Wisniewski v. Walsh is a case that has been in the courts for 20 years on a variety of legal issues. The issues in this particular ruling concerned whether a marketability or illiquidity discount had been imbedded in the valuation experts’ determination of the value of the company and, if not, what discount should be applied. On a prior appeal the Appellate Division had ruled that Norbert Walsh, the oppressing shareholder, was to be bought out and that a marketability discount should be applied to the value of his shares to reduce the purchase price and ensure that he, as the oppressing shareholder, did not receive a windfall by having the purchasing shareholders bear the full burden of the company’s illiquidity.

In this case the dueling experts had used different methods of valuation, one had used a discounted cash flow method of valuation while the other had used a market approach, and the trial court during the valuation aspect of the case had found the discounted cash flow approach more reliable and sound and adopted the first expert’s approach for valuation.
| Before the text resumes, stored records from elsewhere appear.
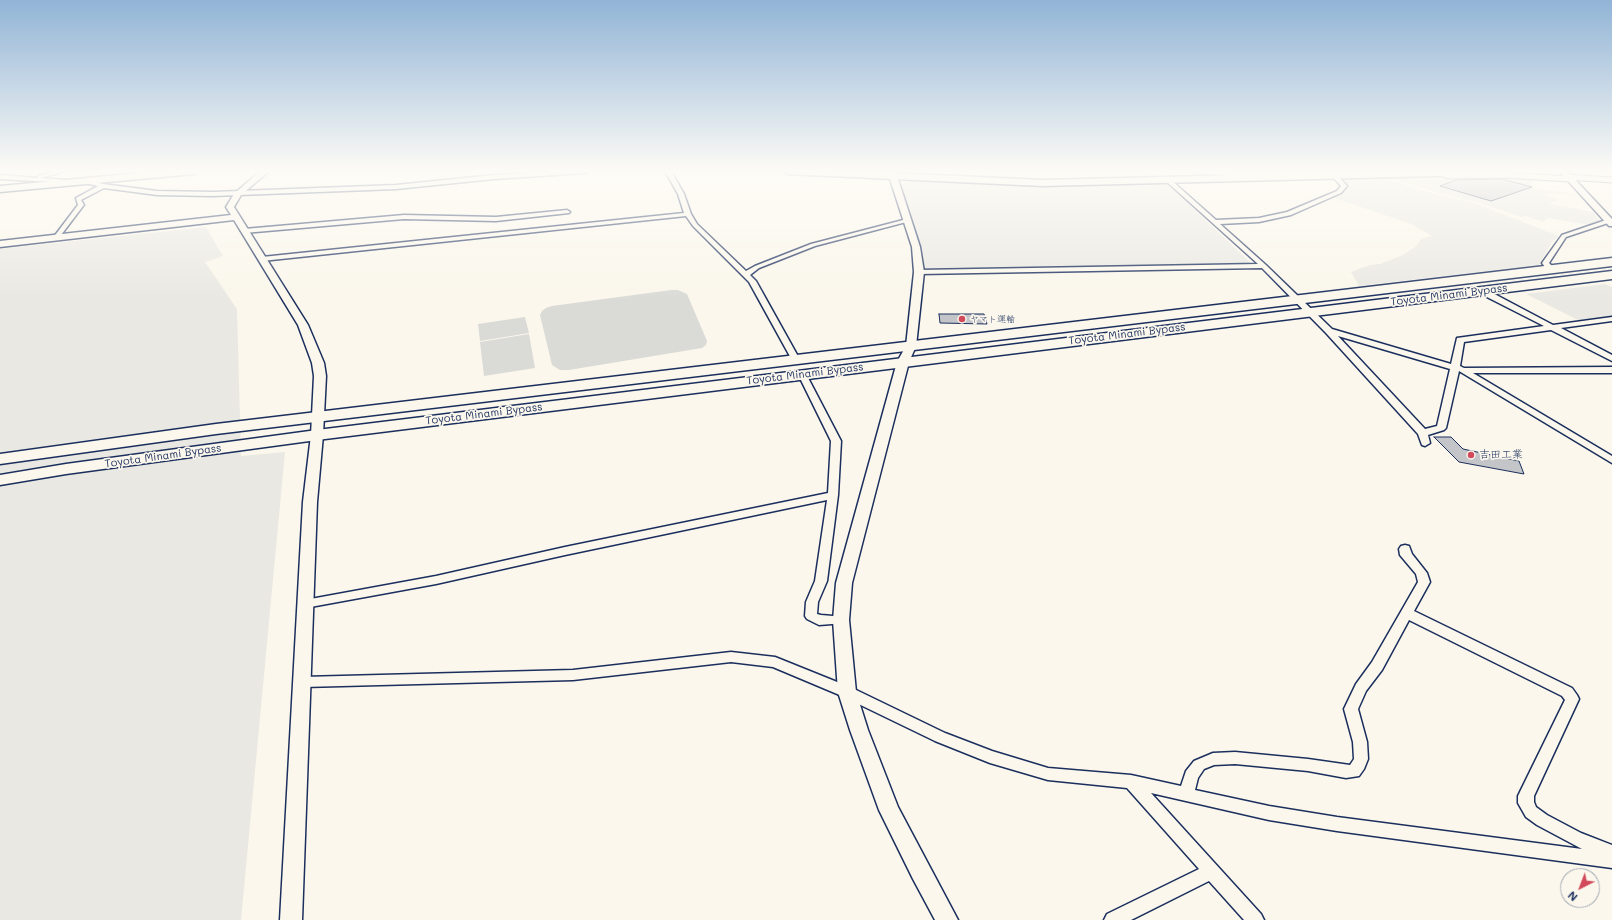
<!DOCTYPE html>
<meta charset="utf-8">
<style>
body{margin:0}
#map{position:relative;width:1612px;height:920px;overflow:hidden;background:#fbf7ec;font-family:Mali,sans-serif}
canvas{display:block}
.north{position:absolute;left:1560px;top:868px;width:40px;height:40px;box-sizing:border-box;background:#fbf7ec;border:1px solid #a1a7b3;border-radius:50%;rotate:222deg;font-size:11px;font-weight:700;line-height:16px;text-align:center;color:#1b2f5e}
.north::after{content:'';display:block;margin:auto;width:14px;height:18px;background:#d1495b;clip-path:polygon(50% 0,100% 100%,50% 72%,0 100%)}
</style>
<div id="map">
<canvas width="1612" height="920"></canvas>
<div class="north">N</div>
</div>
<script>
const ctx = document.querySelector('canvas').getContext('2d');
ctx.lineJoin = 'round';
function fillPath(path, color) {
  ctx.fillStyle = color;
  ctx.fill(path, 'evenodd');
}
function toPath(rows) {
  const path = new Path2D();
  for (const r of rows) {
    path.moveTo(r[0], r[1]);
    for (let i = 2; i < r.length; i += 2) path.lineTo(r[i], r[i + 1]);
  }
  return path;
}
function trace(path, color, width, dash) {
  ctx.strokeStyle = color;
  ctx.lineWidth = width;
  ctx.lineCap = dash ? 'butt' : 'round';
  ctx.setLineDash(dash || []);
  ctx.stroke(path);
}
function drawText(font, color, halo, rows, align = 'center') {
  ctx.font = font + ' Mali,"Klee One",sans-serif';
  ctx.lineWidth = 3.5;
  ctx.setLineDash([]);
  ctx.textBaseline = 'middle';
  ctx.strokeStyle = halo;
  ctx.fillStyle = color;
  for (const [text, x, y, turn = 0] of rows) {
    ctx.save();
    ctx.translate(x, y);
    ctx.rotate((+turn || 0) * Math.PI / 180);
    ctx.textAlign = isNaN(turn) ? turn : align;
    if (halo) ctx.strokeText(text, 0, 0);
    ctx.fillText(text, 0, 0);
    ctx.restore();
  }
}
const built = toPath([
 [1443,176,1532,179,1533,182,1530,185,1534,188,1575,194,1577,196,1549,193,1545,196,1558,199,1555,202,1547,203,1593,212,1600,221,1589,225,1548,218,1543,222,1526,216,1521,217,1476,202,1453,197,1387,178],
 [1382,178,1439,195,1477,204,1559,236,1552,242,1539,265,1359,286,1351,272,1370,265,1380,264,1403,255,1416,246,1421,239,1432,236,1411,224,1334,198,1347,187,1340,179],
 [913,181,1035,186,1165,182,1253,265,926,270,901,185,905,182],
 [206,227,223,256,205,262,237,309,241,456,285,452,241,920,0,920,0,249],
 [1605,284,1612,287,1612,317,1580,321,1526,294]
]);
const green = toPath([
 [671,290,678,290,687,294,707,341,706,345,702,348,569,370,560,370,552,365,540,315,542,311,546,308,552,306],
 [525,317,529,333,480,341,478,324],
 [529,334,535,368,484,376,480,342]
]);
const building = toPath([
 [1502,179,1532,187,1491,201,1440,186,1456,180,1502,179],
 [939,314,984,314,987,324,940,323,939,314],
 [1434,437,1451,437,1463,449,1519,461,1524,474,1459,462,1434,437]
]);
const pedestrian = toPath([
 [1201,171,1259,176],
 [1352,172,1380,172],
 [1440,173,1448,176,1504,175,1569,179],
 [1567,177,1612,180]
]);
const minor = toPath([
 [55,171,65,171,41,178,68,180,71,182,70,183,0,179,0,175,38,178,38,176,55,171],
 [558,171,588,171,585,173,494,179,396,189,213,196,157,195,104,188,81,200,84,205,83,206,58,239,53,238,78,205,76,198,98,186,81,182,80,181,83,179,103,184,157,191,213,192,396,185,494,175,558,171],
 [665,171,671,171,684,194,691,214,697,224,746,271,755,266,811,244,907,219,910,221,815,246,759,268,750,275,756,281,800,360,796,363,792,360,749,282,693,226,686,216,262,261,259,259,262,257,684,213,678,194,665,171],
 [898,171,910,171,907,173,898,171],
 [1234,171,1281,172,1336,171,1333,173,1281,176,1237,173,1234,171],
 [1333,175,1337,175,1347,186,1341,193,1291,215,1259,222,1220,224,1266,265,1332,329,1451,364,1457,338,1544,326,1479,293,1479,289,1485,289,1553,325,1612,317,1612,321,1561,328,1612,355,1612,361,1551,330,1464,342,1460,366,1464,368,1612,367,1612,373,1473,373,1612,456,1612,463,1459,371,1446,428,1444,430,1428,435,1430,443,1425,446,1422,445,1418,434,1326,333,1262,268,919,274,915,272,919,270,1258,264,1167,182,1167,180,1171,180,1216,220,1259,218,1287,212,1337,191,1341,186,1333,177,1333,175],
 [1338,336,1450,369,1437,426,1425,429,1338,336],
 [567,210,570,212,569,213,496,221,404,219,244,233,241,231,244,229,404,215,496,217,567,210],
 [1609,219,1611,220,1611,222,1566,237,1549,263,1555,269,1554,271,1548,271,1542,263,1562,235,1609,219],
 [802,371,806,374,841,441,838,495,827,581,818,602,817,614,821,615,845,617,847,620,845,623,819,625,807,619,805,616,806,602,815,581,827,500,565,555,436,584,305,608,301,607,299,604,301,601,305,600,436,576,565,547,828,493,831,441,798,374,802,371],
 [1405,545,1409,546,1412,554,1427,573,1430,582,1414,611,1572,688,1577,695,1579,699,1534,796,1534,802,1536,807,1547,815,1581,833,1612,845,1612,868,1337,831,1269,820,1151,793,1261,914,1264,920,1244,920,1209,881,1131,920,1104,920,1107,914,1199,869,1127,788,1048,780,990,763,935,741,842,696,773,667,731,662,573,680,303,687,298,686,296,682,298,678,303,677,573,670,731,652,775,657,852,688,945,733,992,751,1048,768,1131,775,1181,786,1186,771,1194,761,1213,753,1235,752,1308,759,1350,765,1354,759,1353,742,1344,709,1356,684,1372,662,1418,582,1416,574,1400,555,1399,549,1401,546,1405,545],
 [1409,620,1562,696,1565,700,1518,796,1518,803,1526,817,1537,825,1582,849,1337,817,1269,806,1195,790,1198,778,1204,769,1214,765,1235,764,1308,771,1346,778,1359,776,1364,769,1368,759,1367,742,1358,709,1366,691,1382,670,1409,620]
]);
const tertiary = toPath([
 [260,171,269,171,241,195,234,207,308,325,324,363,326,376,323,435,317,502,302,920,280,920,303,502,311,435,314,376,312,363,298,325,234,220,0,247,0,241,231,215,226,207,234,194,260,171],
 [885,171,893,171,897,176,920,247,924,272,916,346,909,362,852,583,849,620,856,692,868,730,898,807,958,920,935,920,913,879,879,810,850,730,838,692,833,620,836,583,897,362,906,346,914,272,912,247,889,176,885,171],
 [1559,171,1567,171,1612,219,1612,226,1609,226,1559,171]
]);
const trunk = toPath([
 [162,171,199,171,194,174,0,192,0,186,162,171],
 [782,171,851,171,1043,180,1397,171,1519,171,1514,174,1043,186,787,174,782,171],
 [1612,258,1612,266,216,434,0,464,0,454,216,424,1612,258],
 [1612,271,1612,279,317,440,66,474,0,485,0,475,66,464,317,430,1612,271]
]);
const markers = [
 [962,319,4,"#d1495b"],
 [1471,455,4,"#d1495b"]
];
const farPoinames = [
 ["ヤマト運輸",970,319]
];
const streetNames = [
 ["Toyota Minami Bypass",1449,295,-7],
 ["Toyota Minami Bypass",1127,334,-7],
 ["Toyota Minami Bypass",805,374,-7],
 ["Toyota Minami Bypass",484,414,-7],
 ["Toyota Minami Bypass",163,456,-8]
];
const poiNames = [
 ["吉田工業",1479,455]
];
fillPath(built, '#eae8e2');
fillPath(green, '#dadad7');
fillPath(building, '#c3c5c9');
trace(building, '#1b2f5e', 1);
trace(pedestrian, '#1b2f5e', 7);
trace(minor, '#1b2f5e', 3);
trace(tertiary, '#1b2f5e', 3);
trace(trunk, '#1b2f5e', 3);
trace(pedestrian, '#fbf7ec', 5);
fillPath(minor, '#fbf7ec');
fillPath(tertiary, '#fbf7ec');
fillPath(trunk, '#fbf7ec');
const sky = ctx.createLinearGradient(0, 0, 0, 300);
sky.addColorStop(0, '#91b4d6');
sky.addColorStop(0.57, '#fdfbf6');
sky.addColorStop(1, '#fdfbf600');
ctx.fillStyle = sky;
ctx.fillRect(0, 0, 1612, 300);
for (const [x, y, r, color] of markers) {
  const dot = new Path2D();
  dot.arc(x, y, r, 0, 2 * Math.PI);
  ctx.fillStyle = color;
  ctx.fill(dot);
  trace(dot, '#fbf7ec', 1.5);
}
drawText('9px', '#1b2f5e', '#fbf7ec', farPoinames, 'left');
drawText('11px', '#1b2f5e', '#fbf7ec', streetNames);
drawText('11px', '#1b2f5e', '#fbf7ec', poiNames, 'left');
</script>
The discounted cash flow approach involves estimating the company’s revenues over a period of time, normalizing its expenses and then discounting the resulting income stream to a present value at an appropriate rate. When determining the valuation, the trial judge accepted the first expert’s estimation of future revenues, but rejected his analysis of the company’s expenses, adopting instead the second expert’s approach to normalizing adjustments. The valuation trial judge then accepted the first expert’s discount rate of 12% for purposes of determining the present value of the resulting income stream.